Note that there’s always one “local” EnvRunner in the EnvRunnerGroup. If you only want to sample using this local EnvRunner, set num_env_runners=0. This local EnvRunner directly sits in the main Algorithm process.

Hint

The Ray team may decide to deprecate the local EnvRunner some time in the future. It still exists for historical reasons. It’s usefulness to keep in the set is still under debate.

Scaling the number of envs per EnvRunner actor#

RLlib vectorizes RL environments on EnvRunner actors through the gymnasium’s VectorEnv API. To create more than one environment copy per EnvRunner, set the following in your config:

from ray.rllib.algorithms.ppo import PPOConfig

config = (
    PPOConfig()
    # Use 10 sub-environments (vector) per EnvRunner.
    .env_runners(num_envs_per_env_runner=10)
)

Note

Unlike single-agent environments, RLlib can’t vectorize multi-agent setups yet. The Ray team is working on a solution for this restriction by utilizing gymnasium >= 1.x custom vectorization feature.

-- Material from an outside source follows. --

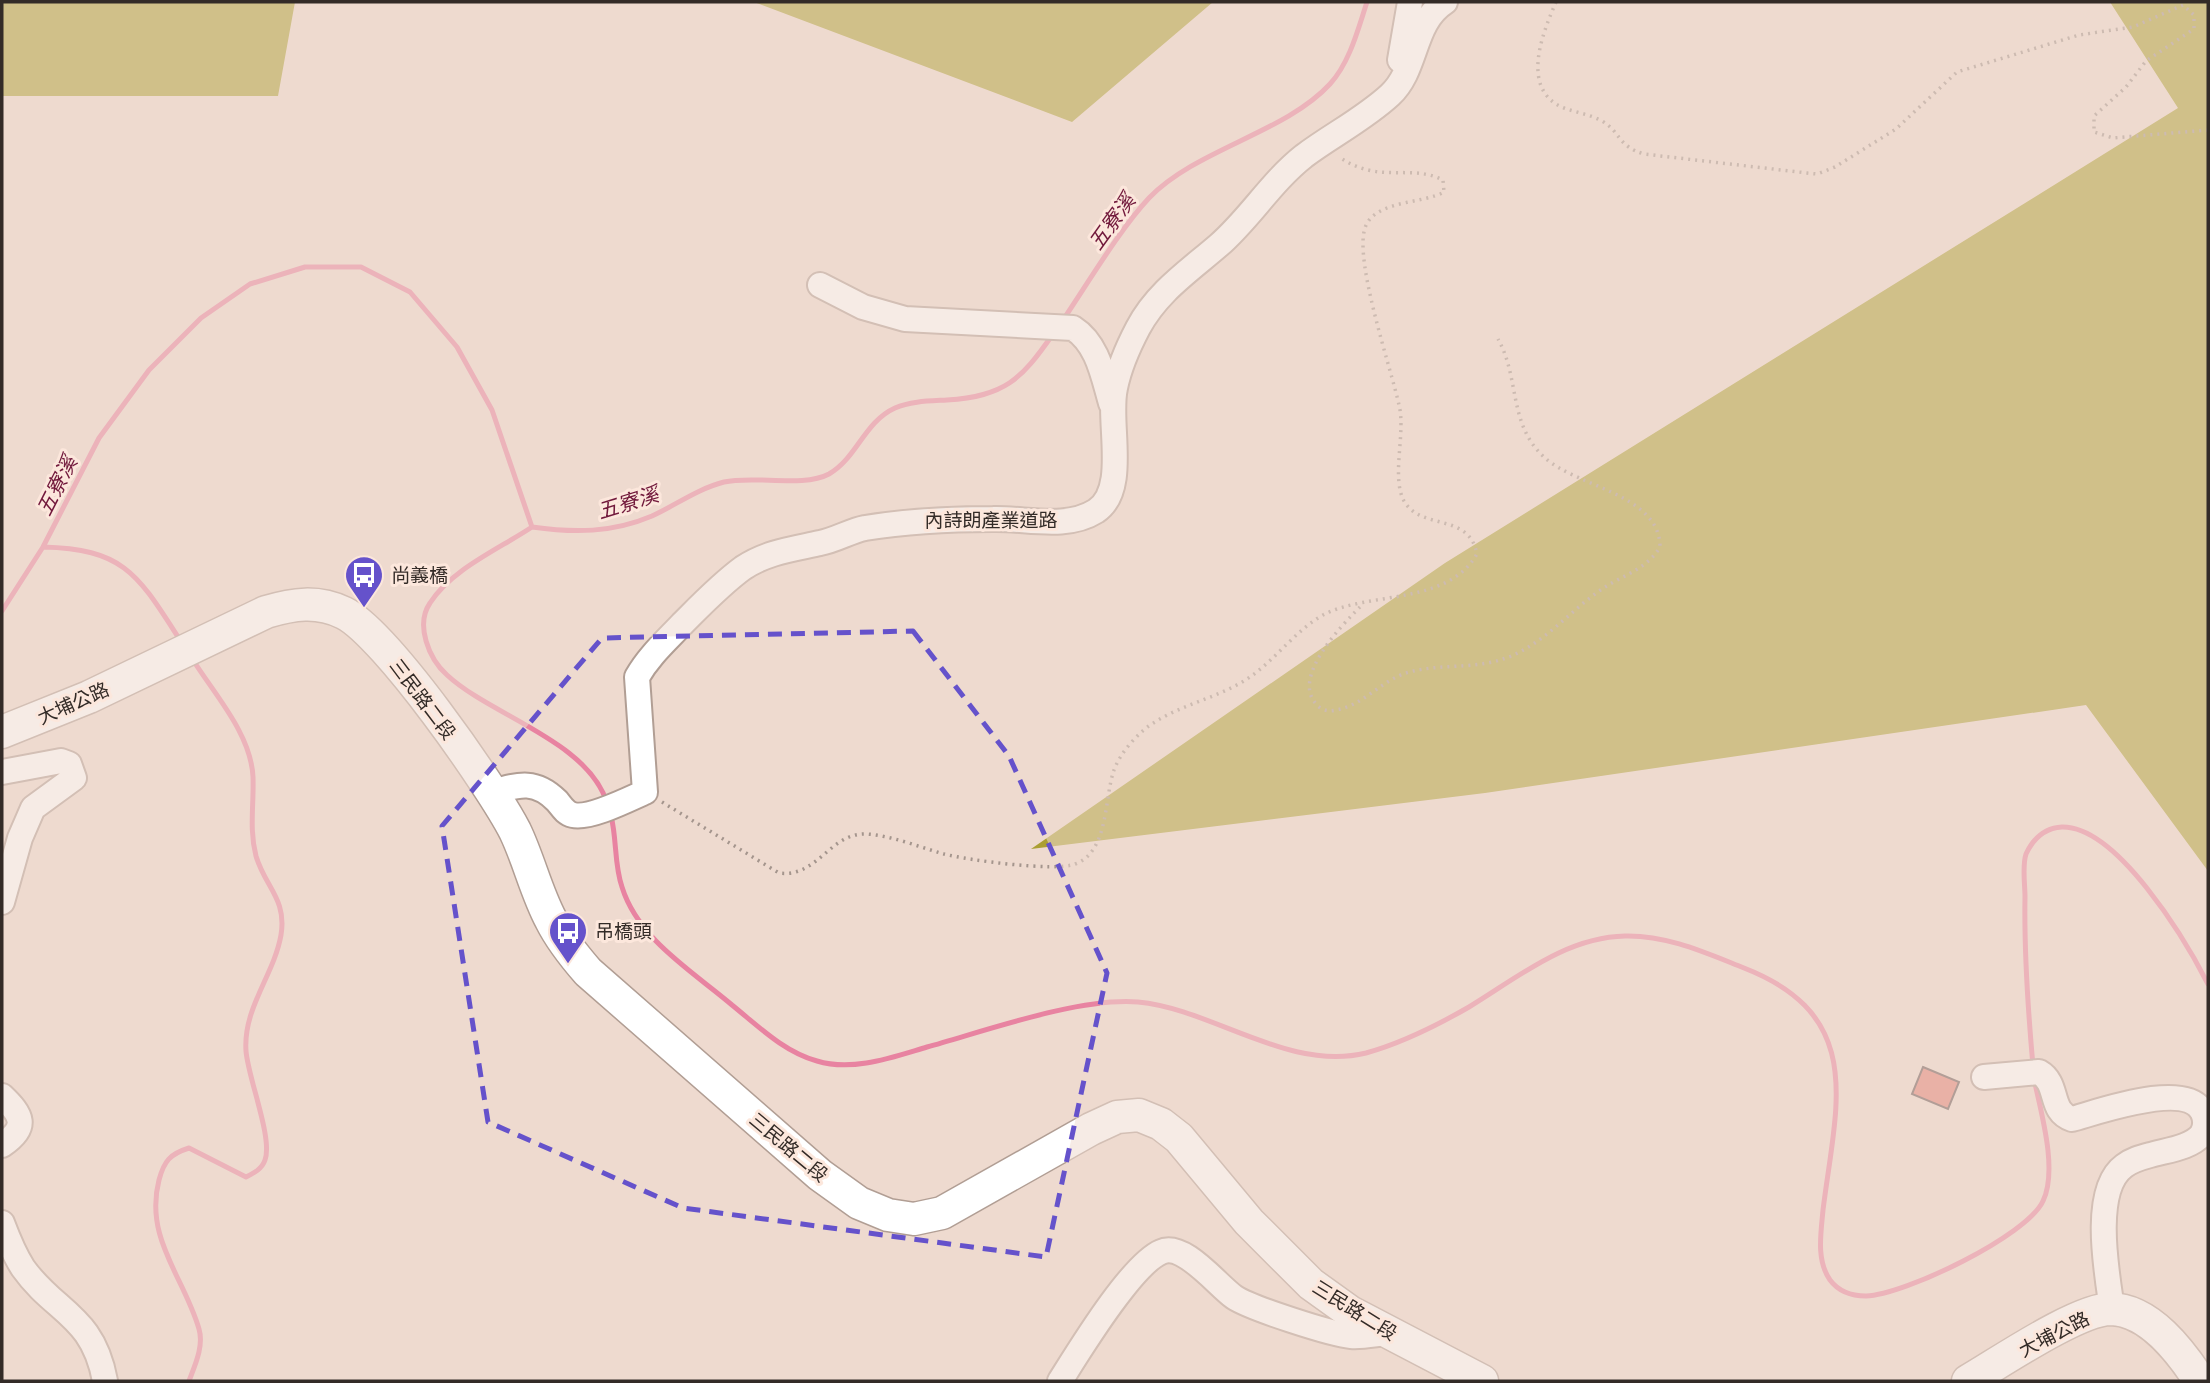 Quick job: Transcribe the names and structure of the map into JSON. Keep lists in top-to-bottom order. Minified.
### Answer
{"streets":{"main road":["三民路二段","大埔公路"],"lane":["內詩朗產業道路"]},"crossings":[["三民路二段","大埔公路"]],"water":["五寮溪"],"places":{"bus stop":["尚義橋","吊橋頭"]}}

Doing so allows the RLModule on the EnvRunner to run inference on a batch of data and thus compute actions for all sub-environments in parallel.

By default, the individual sub-environments in a vector step and reset, in sequence, making only the action computation of the RL environment loop parallel, because observations can move through the model in a batch. However, gymnasium supports an asynchronous vectorization setting, in which each sub-environment receives its own Python process. This way, the vector environment can step or reset in parallel. Activate this asynchronous vectorization behavior through:

import gymnasium as gym

config.env_runners(
    gym_env_vectorize_mode=gym.envs.registration.VectorizeMode.ASYNC,  # default is `SYNC`
)

This setting can speed up the sampling process significantly in combination with num_envs_per_env_runner > 1, especially when your RL environment’s stepping process is time consuming.

See this example script that demonstrates a massive speedup with async vectorization.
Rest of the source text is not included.